Since OP has already shown the validity of (C) which is stated in a comment of this post \begin{align*} \text{(C)}\qquad a_r=\frac{\alpha^{r+1}-\beta^{r+1}}{\alpha-\beta}\qquad\qquad r\geq 0\tag{1} \end{align*} we will conveniently use it to prove (A). We also recall from the quadratic equation \begin{align*} x^2-a_1x+1&=0\\ \alpha+\beta&=a_1\tag{2}\\ \alpha\beta&=1\tag{3} \end{align*}

We obtain for $r\geq 0$: \begin{align*} \color{blue}{a_1a_{r+1}}&=\left(\alpha+\beta\right)\frac{\alpha^{r+2}-\beta^{r+2}}{\alpha-\beta}\tag{$\rightarrow (1),(2)$}\\ &=\frac{\alpha^{r+3}+\beta\alpha^{r+2}-\alpha\beta^{r+2}-\beta^{r+3}}{\alpha-\beta}\\ &=\frac{\left(\alpha\beta\right)\alpha^{r+1}-\left(\alpha\beta\right)\beta^{r+1}}{\alpha-\beta} +\frac{\alpha^{r+3}-\beta^{r+3}}{\alpha-\beta}\tag{$\rightarrow (3)$}\\ &\,\,\color{blue}{=a_r+a_{r+2}} \end{align*} and the claim (A) follows.

Answer 2

Proof for (A) follows. I've pretty sure induction is the best method; you're already dealing with recurrences, why not add in one more?
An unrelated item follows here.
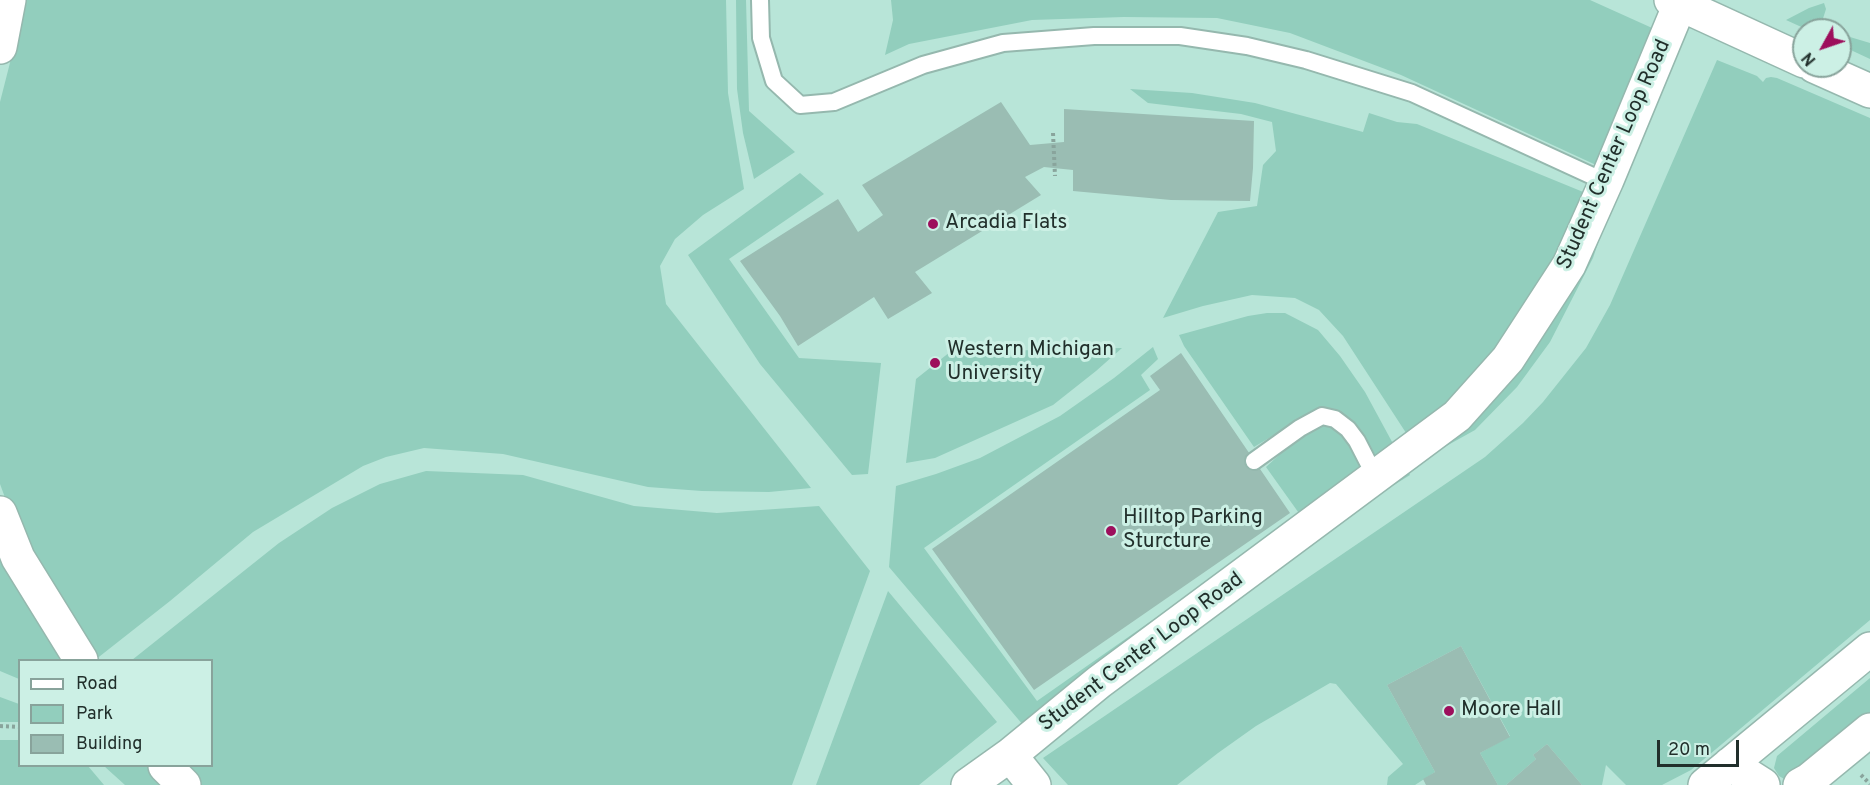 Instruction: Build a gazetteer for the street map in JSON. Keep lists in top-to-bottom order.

I'm going to designate $a_1$ as just $a$ for the sake of simplicity, because it'll show up a lot more than the other $a_r$.

As you already showed, $a_{r+2} = (a_{r+1}^2 - 1)/a_r$. For $r=0$, this is just $a_2 = (a^2-1)/1 = a^2 - 1$.

Since we have an expression in just $a$ for $a_2$, we can see $a_3 = ((a^2-1)^2-1)/a = a^3 - 2a$. We could continue this*, but it's not necessary.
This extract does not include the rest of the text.